Margaret Peterson Haddix is arguably the queen of children’s dystopian. She launched her shadow children series in 1998. Nancy Farmer followed several years later with House of Scorpion which was nominated for multiple awards. City of Ember, by Jeanne DuPrau reached similar popularity. Today these books are still in demand, and other authors have jumped into the fray to offer their take on the dark side of society and where it may take us in the future.
Hundreds of years ago an underground civilization was created by the Builders. They left behind a message with directions to an exit. Now the situation is dire. Food and light bulbs are running out. Two children find a piece of the original message and the race is on to save the people from catastrophe.
Classic dystopian series about the shadow children. In the future, families are only allowed two children, but Luke is a third child and no one can find out. When a new subdivision goes up in the woods behind his house, he notices a child’s face at the window of a home that already has two children. It’s another shadow child and Luke is desperate for a friend.
An electromagnetic event occurs that shuts down all electricity, including batteries. Charlie lives in New Hampshire and it’s the dead of winter. He must help his family stay warm, get food and most importantly get the medicine his mom needs for diabetes. The only pharmacy in town has been destroyed. An anarchist family is wreaking havoc. The only chance for medicine is 50 miles away.

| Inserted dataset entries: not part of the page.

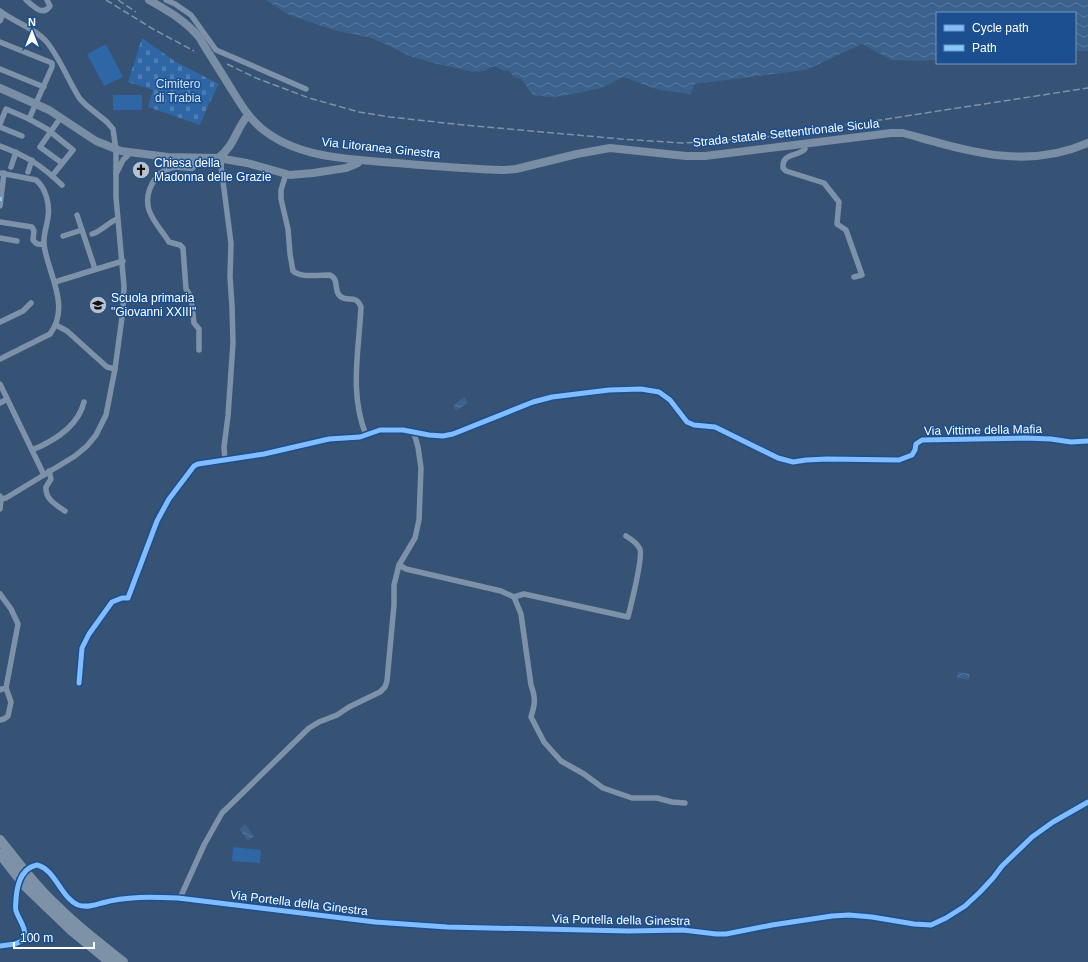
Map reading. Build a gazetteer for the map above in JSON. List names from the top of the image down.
{
  "streets": {
    "main road": ["Strada statale Settentrionale Sicula", "Via Litoranea Ginestra"],
    "street": ["Via Vittime della Mafia", "Via Portella della Ginestra"]
  },
  "crossings": [
    ["Strada statale Settentrionale Sicula", "Via Litoranea Ginestra"]
  ],
  "parks": ["Cimitero di Trabia"],
  "places": {
    "church": ["Chiesa della Madonna delle Grazie"],
    "school or university": ["Scuola primaria \"Giovanni XXIII\""]
  },
  "legend": ["Cycle path", "Path"],
  "scale_bar": "100 m",
  "north": "top"
}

Mori and her friends live in one of several utopias in the U.S. At age 13, they choose a “latency” based on a series of skills tests. Soon after, they undergo a surgical procedure to enhance their latency, or natural born talent. When a new girl moves in across the street and they decide to search the abandoned home of the original founder of their town, the friends begin to question the purpose behind their perfect utopia.
This book is unsettling, but absolutely spellbinding. Matt is a clone of the very wealthy El Patron. El Patron is trying to beat death using clones. They are created for spare parts and therefore are treated as lab animals, rather than humans. This book will leave you thinking about the ethical dilemma of cloning. Nominated for multiple top literary awards.

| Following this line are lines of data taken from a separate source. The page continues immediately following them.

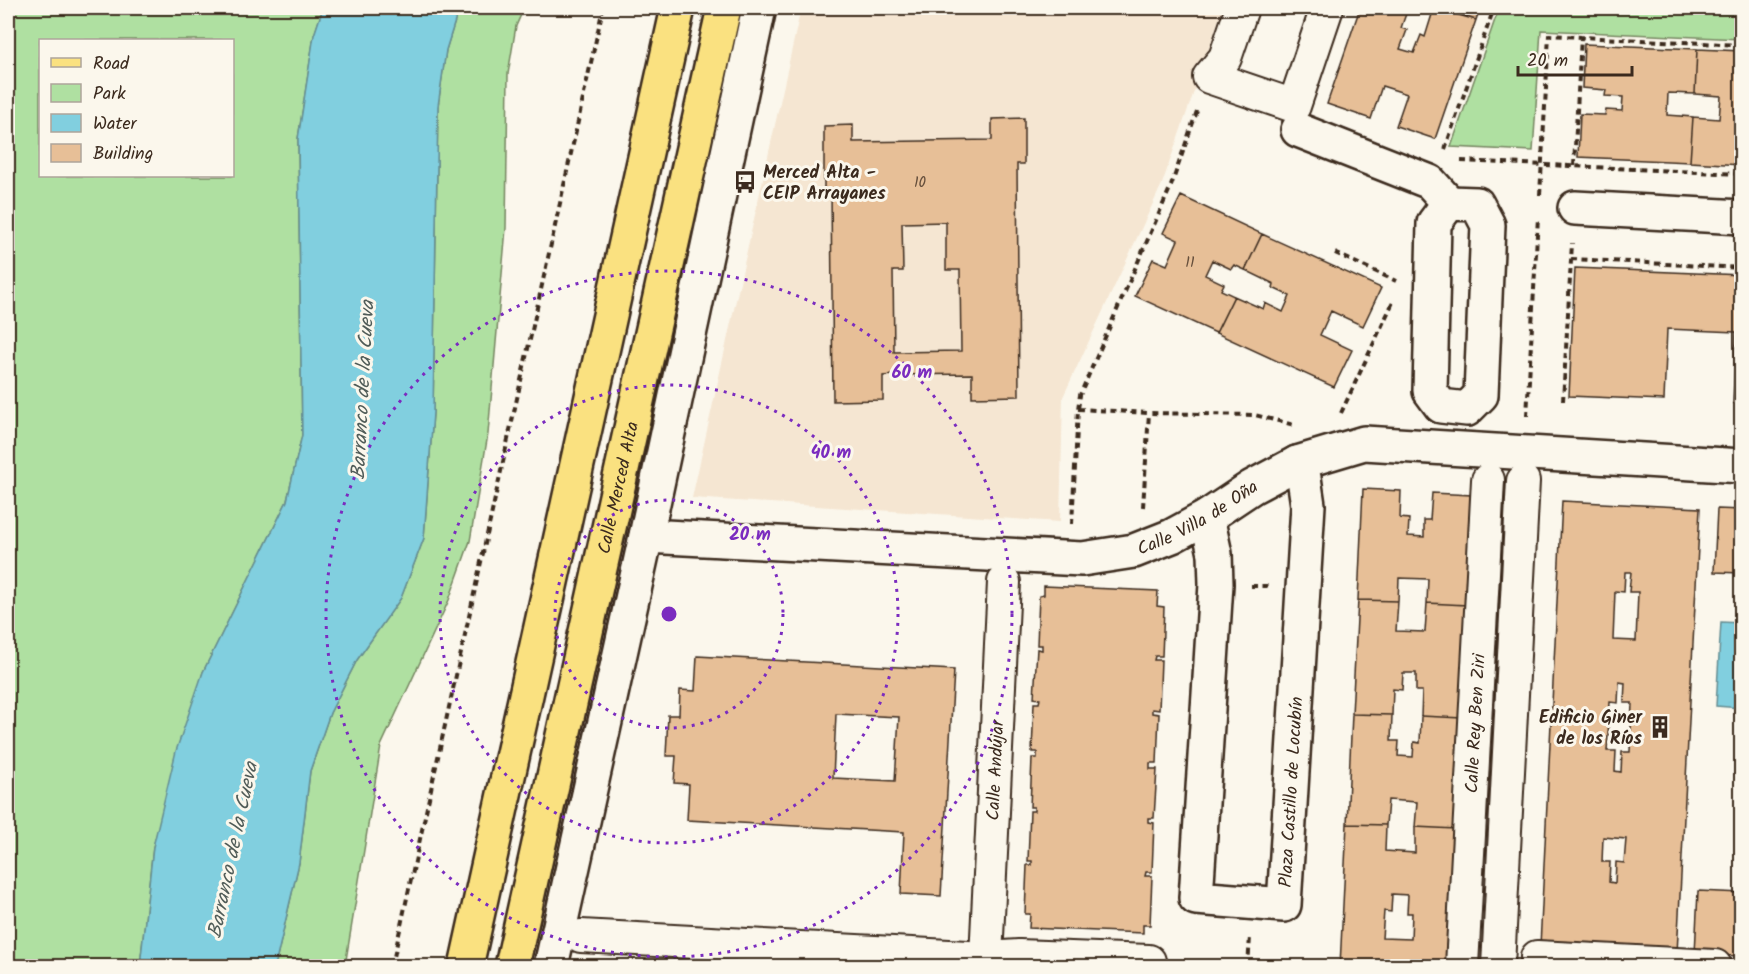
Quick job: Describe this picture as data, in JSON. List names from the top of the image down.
{
  "streets": {
    "main road": ["Calle Merced Alta"],
    "street": [
      "Calle Villa de Oña",
      "Calle Rey Ben Ziri",
      "Calle Andújar",
      "Plaza Castillo de Locubín"
    ]
  },
  "crossings": [
    ["Calle Merced Alta", "Calle Villa de Oña"],
    ["Calle Villa de Oña", "Plaza Castillo de Locubín"]
  ],
  "water": ["Barranco de la Cueva"],
  "places": {
    "bus stop": ["Merced Alta - CEIP Arrayanes"],
    "building": ["Edificio Giner de los Ríos"]
  },
  "house_numbers": ["10", "11"],
  "legend": [
    "Road",
    "Park",
    "Water",
    "Building"
  ],
  "scale_bar": "20 m",
  "rings": ["60 m", "40 m", "20 m"]
}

Everything is perfect in Serenity, New Mexico. No crime. No unemployment. Perfect houses. One problem. It’s boring. When Eli and his friends try to leave the city limits, they are swarmed by a S.W.A.T. team. What’s going on? Who can they trust? Certainly not their parents.

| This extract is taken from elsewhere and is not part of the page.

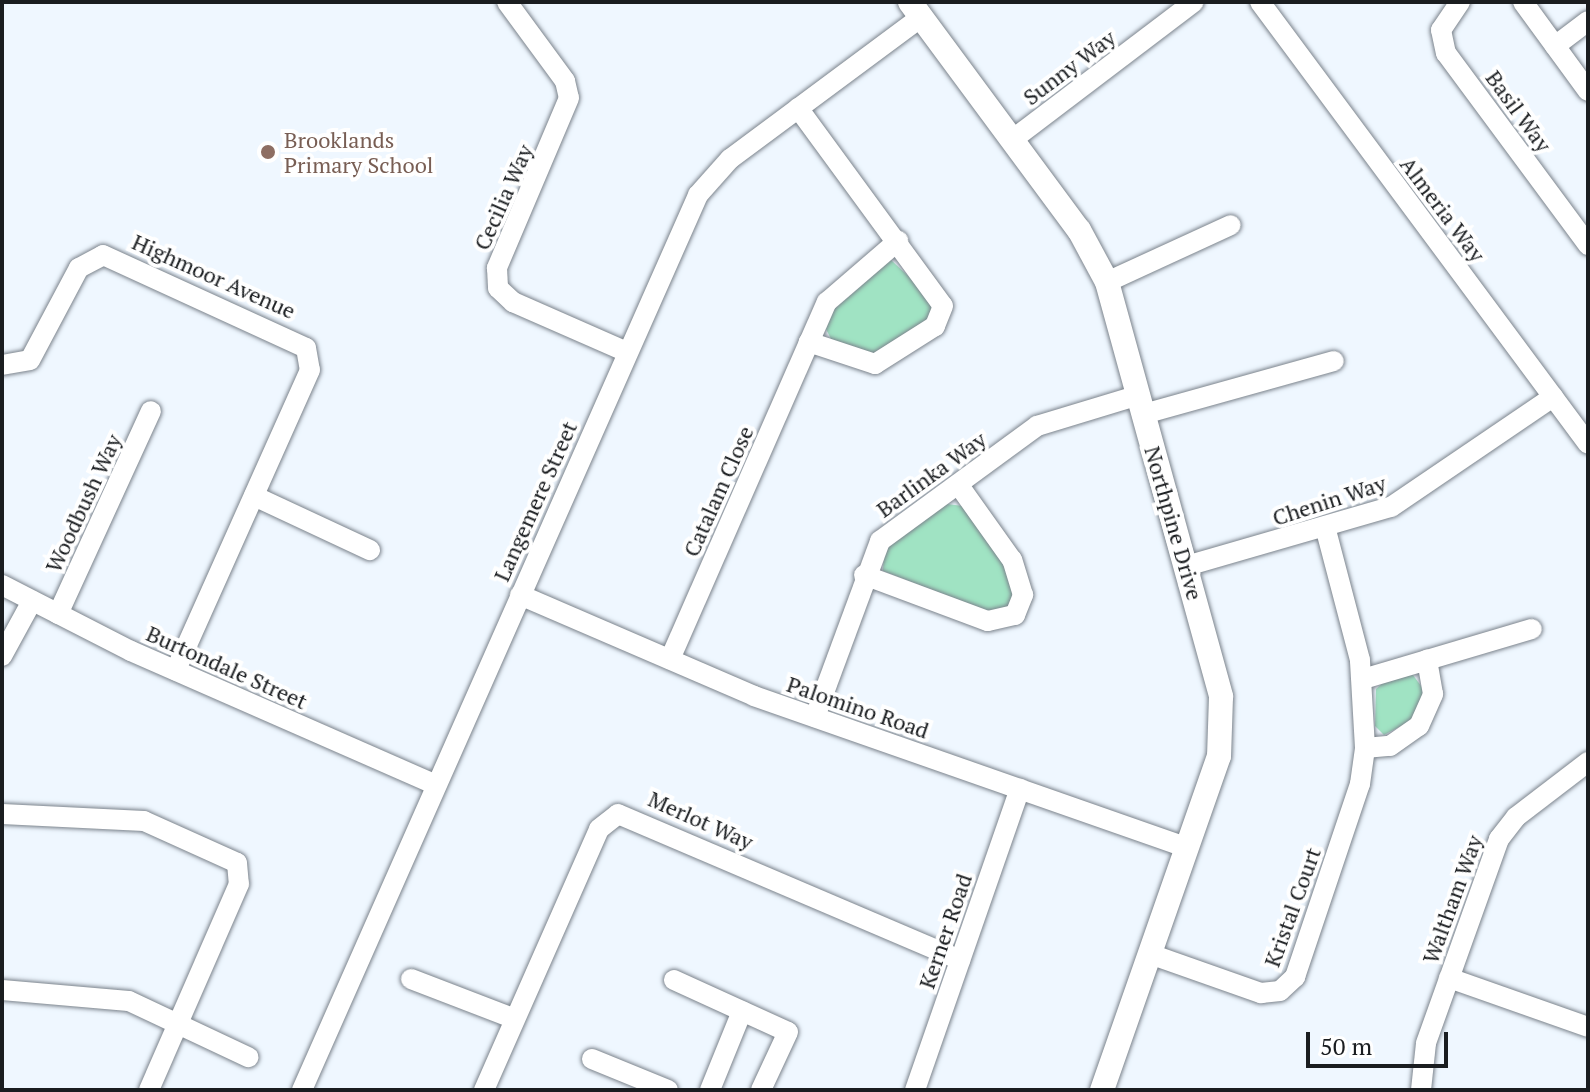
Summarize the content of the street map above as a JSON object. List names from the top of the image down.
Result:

This is one of the first children’s books to tackle the idea of utopian societies. People are equal. Negative emotions are stifled. Everything is chosen for you. At age 12, children are given their future job assignment. Jonas receives a mysterious assignment that is rarely handed out. He will work with the Giver, the keeper of memories, and what he learns will be unsettling.
An event known as the Gases has changed London. There’s now a wall around the city and no one can leave. The government sends out deceptive images of the world outside the wall. When Serendipity’s mother dies, she must move to a cruel orphanage or take her chances on the outside. Along with Tad, a boy smuggler, she escapes the wall and goes in search of any horses that might still exist.
Earth has succumbed to environmental changes that has left 20% of the land underwater. The United States is overcrowded and a colony has been built underwater in the ocean. A band of outlaws are wreaking havoc on the ocean colony and the government can’t catch them, so they are talking about closing the settlement. When ocean dweller Ty meets land dweller Gemma, they both get caught up in the fight to stop the outlaws.